*** Extracted material ***

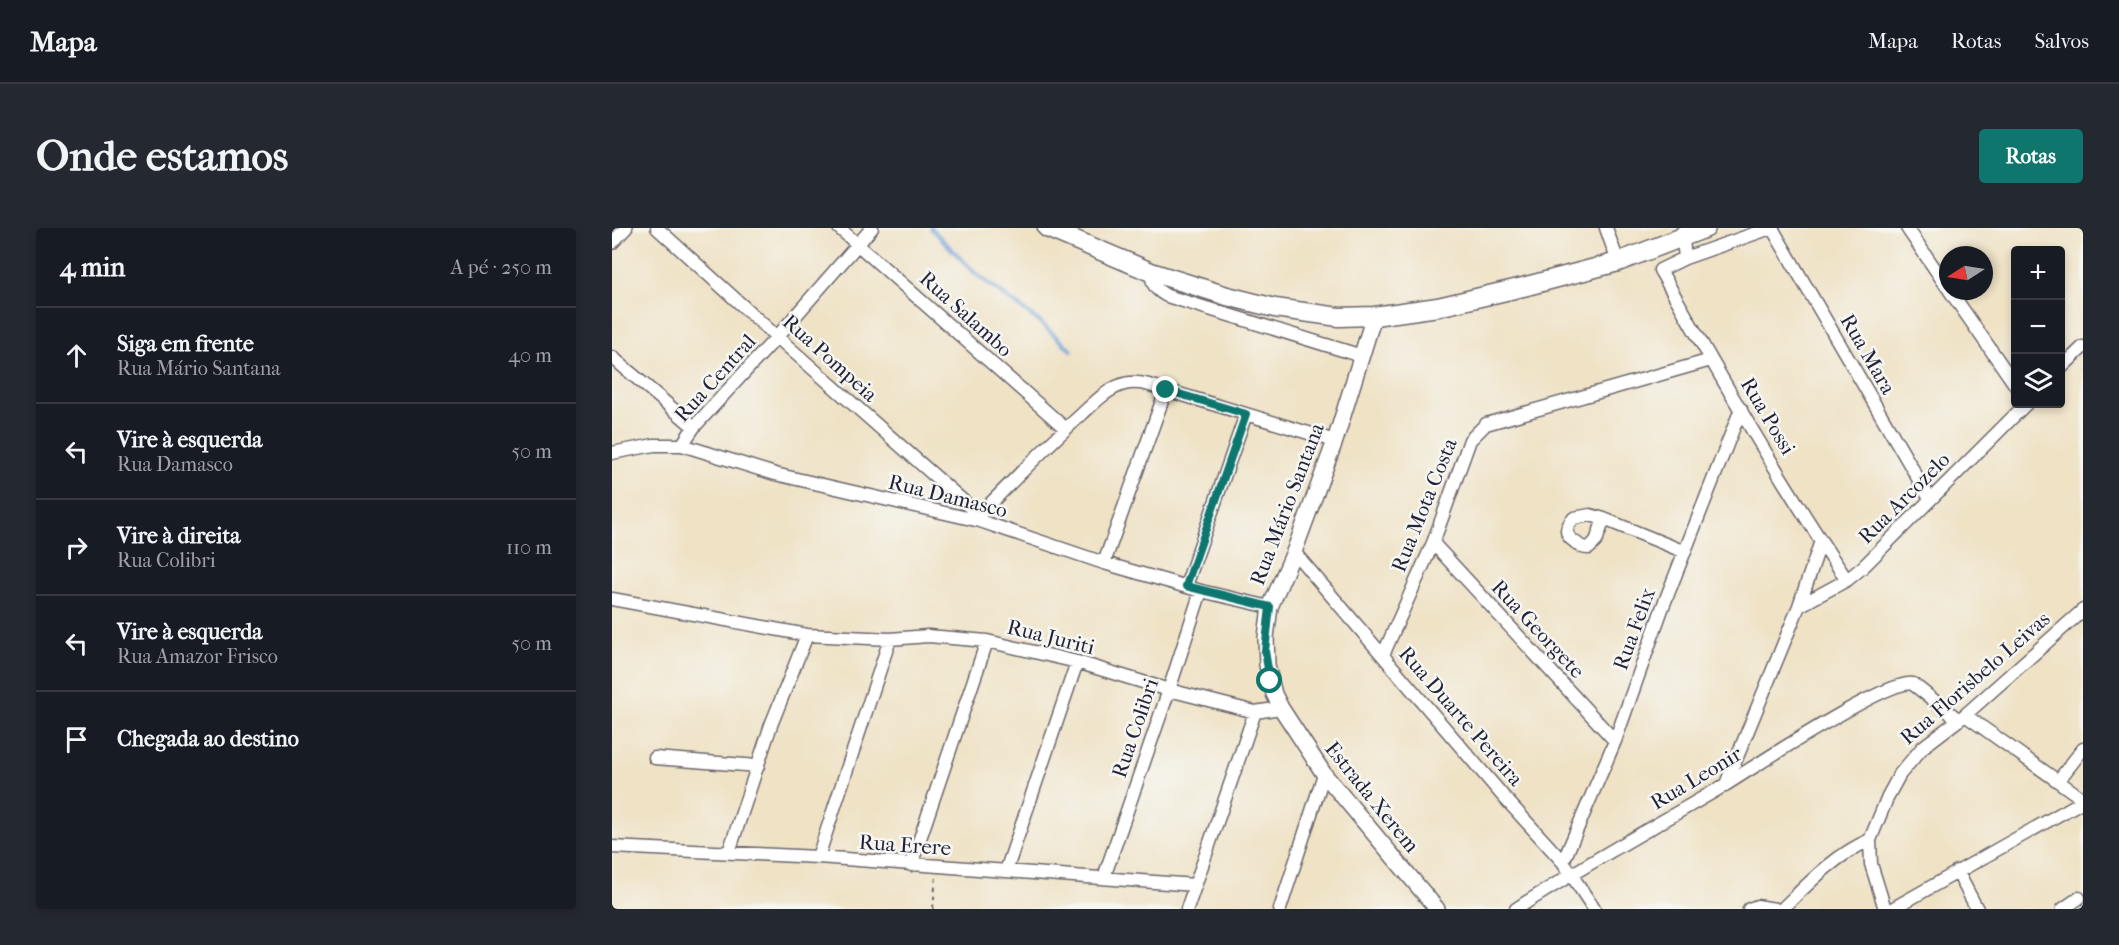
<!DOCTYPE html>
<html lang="pt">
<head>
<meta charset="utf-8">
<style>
	:root { --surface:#171b24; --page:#242831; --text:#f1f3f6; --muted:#9ea1a6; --line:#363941; --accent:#0f766e }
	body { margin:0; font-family:"IM FELL French Canon",serif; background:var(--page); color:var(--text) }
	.controls { position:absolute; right:18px; top:18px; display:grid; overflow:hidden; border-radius:6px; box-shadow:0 3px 9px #0003 }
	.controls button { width:54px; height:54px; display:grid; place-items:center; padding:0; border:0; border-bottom:2px solid var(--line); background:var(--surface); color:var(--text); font:30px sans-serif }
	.compass { position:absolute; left:1327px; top:18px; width:54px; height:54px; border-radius:50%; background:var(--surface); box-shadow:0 3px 9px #0003; rotate:258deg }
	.stop { position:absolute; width:18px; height:18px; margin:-14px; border:4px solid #0f766e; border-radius:50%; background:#fff }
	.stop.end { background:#0f766e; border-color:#fff; box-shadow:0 2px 6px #0008 }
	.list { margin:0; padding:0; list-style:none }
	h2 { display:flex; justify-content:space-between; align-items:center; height:78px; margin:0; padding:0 24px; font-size:26px }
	h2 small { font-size:20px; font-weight:400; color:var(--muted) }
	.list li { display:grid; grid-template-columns:39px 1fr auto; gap:18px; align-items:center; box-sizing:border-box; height:96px; padding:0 24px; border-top:2px solid var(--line) }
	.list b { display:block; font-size:22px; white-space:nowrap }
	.list p { margin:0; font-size:20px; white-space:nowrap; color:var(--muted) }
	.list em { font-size:20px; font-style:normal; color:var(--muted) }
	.icon { flex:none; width:33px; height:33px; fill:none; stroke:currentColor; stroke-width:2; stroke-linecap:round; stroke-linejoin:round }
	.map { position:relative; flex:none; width:1471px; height:681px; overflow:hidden; border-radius:6px }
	header { display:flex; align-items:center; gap:36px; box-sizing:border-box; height:84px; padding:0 30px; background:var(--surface); border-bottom:2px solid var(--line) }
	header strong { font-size:28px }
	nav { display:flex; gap:33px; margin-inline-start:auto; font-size:21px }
	.intro { display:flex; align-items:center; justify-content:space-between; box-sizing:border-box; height:144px; padding:0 36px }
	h1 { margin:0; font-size:42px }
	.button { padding:15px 27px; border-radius:6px; background:var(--accent); color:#fff; font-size:21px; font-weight:700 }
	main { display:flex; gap:36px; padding:0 36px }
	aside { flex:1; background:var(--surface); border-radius:6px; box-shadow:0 3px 9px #0003 }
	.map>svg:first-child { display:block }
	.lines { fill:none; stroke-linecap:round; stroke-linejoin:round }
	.stream { stroke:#6c9dd6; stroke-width:4 }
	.minor-casing { stroke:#6a656b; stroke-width:15 }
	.tertiary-casing { stroke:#6a656b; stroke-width:18 }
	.primary-casing { stroke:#6a656b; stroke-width:21 }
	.path { stroke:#6a656b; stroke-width:2; stroke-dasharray:4.5 4.5; stroke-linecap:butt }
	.minor { stroke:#fff; stroke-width:12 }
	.tertiary { stroke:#fff; stroke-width:15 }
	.primary { stroke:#fff; stroke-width:18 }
	.route { stroke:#0f766e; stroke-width:8 }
	.labels { text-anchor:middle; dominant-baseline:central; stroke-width:5; stroke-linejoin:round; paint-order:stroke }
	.street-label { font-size:21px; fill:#22223b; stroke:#f6f6f2 }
</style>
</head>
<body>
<header>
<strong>Mapa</strong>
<nav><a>Mapa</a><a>Rotas</a><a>Salvos</a></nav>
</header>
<div class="intro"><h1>Onde estamos</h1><a class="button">Rotas</a></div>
<main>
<aside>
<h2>4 min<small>A pé · 250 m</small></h2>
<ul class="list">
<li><svg class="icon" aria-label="ahead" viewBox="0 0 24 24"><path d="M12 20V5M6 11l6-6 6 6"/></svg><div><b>Siga em frente</b><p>Rua Mário Santana</p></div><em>40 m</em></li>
<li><svg class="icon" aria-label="left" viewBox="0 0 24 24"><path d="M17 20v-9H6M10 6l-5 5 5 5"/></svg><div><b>Vire à esquerda</b><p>Rua Damasco</p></div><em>50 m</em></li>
<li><svg class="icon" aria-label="right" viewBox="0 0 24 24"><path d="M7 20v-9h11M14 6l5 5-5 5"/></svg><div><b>Vire à direita</b><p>Rua Colibri</p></div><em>110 m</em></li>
<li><svg class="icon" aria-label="left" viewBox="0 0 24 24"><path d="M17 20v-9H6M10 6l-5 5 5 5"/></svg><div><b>Vire à esquerda</b><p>Rua Amazor Frisco</p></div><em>50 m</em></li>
<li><svg class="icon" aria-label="arrive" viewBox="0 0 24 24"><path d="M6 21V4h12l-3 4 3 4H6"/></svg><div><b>Chegada ao destino</b></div></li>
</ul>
</aside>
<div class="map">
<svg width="1471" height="681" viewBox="0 0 1471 681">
	<rect width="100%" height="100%" fill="#f6f6f2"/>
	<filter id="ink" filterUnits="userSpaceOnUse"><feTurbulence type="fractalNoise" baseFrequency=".0167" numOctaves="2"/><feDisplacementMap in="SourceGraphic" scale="12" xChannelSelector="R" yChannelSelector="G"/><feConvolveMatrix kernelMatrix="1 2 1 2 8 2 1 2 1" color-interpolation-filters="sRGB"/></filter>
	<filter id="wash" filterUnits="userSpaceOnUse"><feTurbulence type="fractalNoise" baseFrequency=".008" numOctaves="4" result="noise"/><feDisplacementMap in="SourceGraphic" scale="24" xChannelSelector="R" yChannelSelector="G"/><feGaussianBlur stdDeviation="1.35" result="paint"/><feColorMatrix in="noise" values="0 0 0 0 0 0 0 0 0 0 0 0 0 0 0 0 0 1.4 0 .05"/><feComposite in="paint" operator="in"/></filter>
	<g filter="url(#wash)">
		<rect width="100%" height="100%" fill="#efe2c5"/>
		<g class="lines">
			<path class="stream" d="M319,0L364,46L429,95L460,123"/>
		</g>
	</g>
	<g filter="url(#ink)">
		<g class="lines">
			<defs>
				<path id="minor" d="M45,0L165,109L367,287
					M227,0L454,201
					M994,0L1006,34
					M1160,0L1318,271
					M1295,0L1336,60
					M1070,4L1073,30L1159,0
					M0,15L14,0
					M1073,30L1048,42C1107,146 1167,252 1235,352
					M539,44C540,57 544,62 555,68L750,128
					M1338,63L1404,158
					M0,129L82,199
					M1448,141L1471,119
					M70,217L82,199L165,109L260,0
					M0,225L42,217H70L163,246L368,293L492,335L589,363L658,379
					M992,291L984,313L977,320C970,320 968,318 963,314C951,306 954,299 962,290L978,287L992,291L1073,324
					M368,293L367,287C400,254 433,219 469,187C481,176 493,163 509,157C523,151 540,158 554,162L723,213
					M821,315L1003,513
					M682,324L891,568L951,634L982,681
					M492,335L554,162
					M574,358L634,186
					M0,371L195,407L278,411L316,408L375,413L465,434L557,462L643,484L669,480
					M1187,378L1235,352L1251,339L1414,176
					M771,427L821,315L858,212L874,196L1099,132
					M1353,487L1471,571
					M43,530L146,538
					M1446,553L1471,521
					M1114,556L1187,378L1209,313
					M0,619L206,629L583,657
					M117,624L159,497L195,407
					M206,629L278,411
					M951,634L1003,513L1050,381L1129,181
					M299,637L375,413
					M394,643L465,434
					M1345,643L1365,681
					M492,649L557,462L589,363
					M575,681L643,484
					M668,681L712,546
					M904,681C972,637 1043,598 1113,557C1141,540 1277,449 1301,456L1347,492
					M1137,681L1145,678L1163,681
					M1170,681C1197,655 1223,627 1258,612
					M1273,681L1259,636L1258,612L1276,568L1288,546L1311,519L1353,487L1471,382
					M1280,681L1471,573
					M1451,681L1467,670"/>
				<path id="tertiary" d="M762,88L723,213L682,324L658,379L654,409L655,437L662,466L669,480L712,546L825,681"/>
				<path id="primary" d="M435,0L539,44L615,68L663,80L727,89L762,88L826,79L911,59L1006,34L1094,0"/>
			</defs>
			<use href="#minor" class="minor-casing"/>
			<use href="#tertiary" class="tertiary-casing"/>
			<use href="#primary" class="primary-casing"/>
			<path class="path" d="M321,681L324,648"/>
			<use href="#minor" class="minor"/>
			<use href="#tertiary" class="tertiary"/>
			<use href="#primary" class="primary"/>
		</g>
	</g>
	<g class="lines" filter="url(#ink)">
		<path class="route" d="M554,162L634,186L574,358L658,379L653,423L658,453"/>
	</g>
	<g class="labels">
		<g class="street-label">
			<text transform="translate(354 86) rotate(42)">Rua Salambo</text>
			<text transform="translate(1256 126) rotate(60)">Rua Mara</text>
			<text transform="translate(218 130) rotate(42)">Rua Pompeia</text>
			<text transform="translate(103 150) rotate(-48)">Rua Central</text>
			<text transform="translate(1156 188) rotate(59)">Rua Possi</text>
			<text transform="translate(336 268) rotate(14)">Rua Damasco</text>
			<text transform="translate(1292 270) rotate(-45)">Rua Arcozelo</text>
			<text transform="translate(675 276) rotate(-69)">Rua Mário Santana</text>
			<text transform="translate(812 277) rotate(-68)">Rua Mota Costa</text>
			<text transform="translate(926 401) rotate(47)">Rua Georgete</text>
			<text transform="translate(1022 401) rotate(-70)">Rua Felix</text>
			<text transform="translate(439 409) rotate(14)">Rua Juriti</text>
			<text transform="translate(1363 450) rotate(-41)">Rua Florisbelo Leivas</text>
			<text transform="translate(849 488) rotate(49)">Rua Duarte Pereira</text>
			<text transform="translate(523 500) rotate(-71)">Rua Colibri</text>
			<text transform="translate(1084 550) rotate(-31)">Rua Leonir</text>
			<text transform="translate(760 569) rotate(51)">Estrada Xerem</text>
			<text transform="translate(293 617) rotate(4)">Rua Erere</text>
		</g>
	</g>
</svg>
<div class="controls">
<button>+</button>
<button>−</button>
<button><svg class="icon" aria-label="layers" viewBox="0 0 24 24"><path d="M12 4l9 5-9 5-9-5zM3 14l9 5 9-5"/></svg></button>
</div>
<svg class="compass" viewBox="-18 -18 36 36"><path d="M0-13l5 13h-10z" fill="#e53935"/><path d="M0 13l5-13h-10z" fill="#9ea1a6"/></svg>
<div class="stop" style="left:658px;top:453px"></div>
<div class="stop end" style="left:554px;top:162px"></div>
</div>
</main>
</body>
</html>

***

■ **Prompt**
Repeat only what lies between the start of the data and the end of the line containing "position:absolute; right:18px; top:18px;", exactly, with pictures left out.

■ **Completed task**
<!DOCTYPE html>
<html lang="pt">
<head>
<meta charset="utf-8">
<style>
	:root { --surface:#171b24; --page:#242831; --text:#f1f3f6; --muted:#9ea1a6; --line:#363941; --accent:#0f766e }
	body { margin:0; font-family:"IM FELL French Canon",serif; background:var(--page); color:var(--text) }
	.controls { position:absolute; right:18px; top:18px; display:grid; overflow:hidden; border-radius:6px; box-shadow:0 3px 9px #0003 }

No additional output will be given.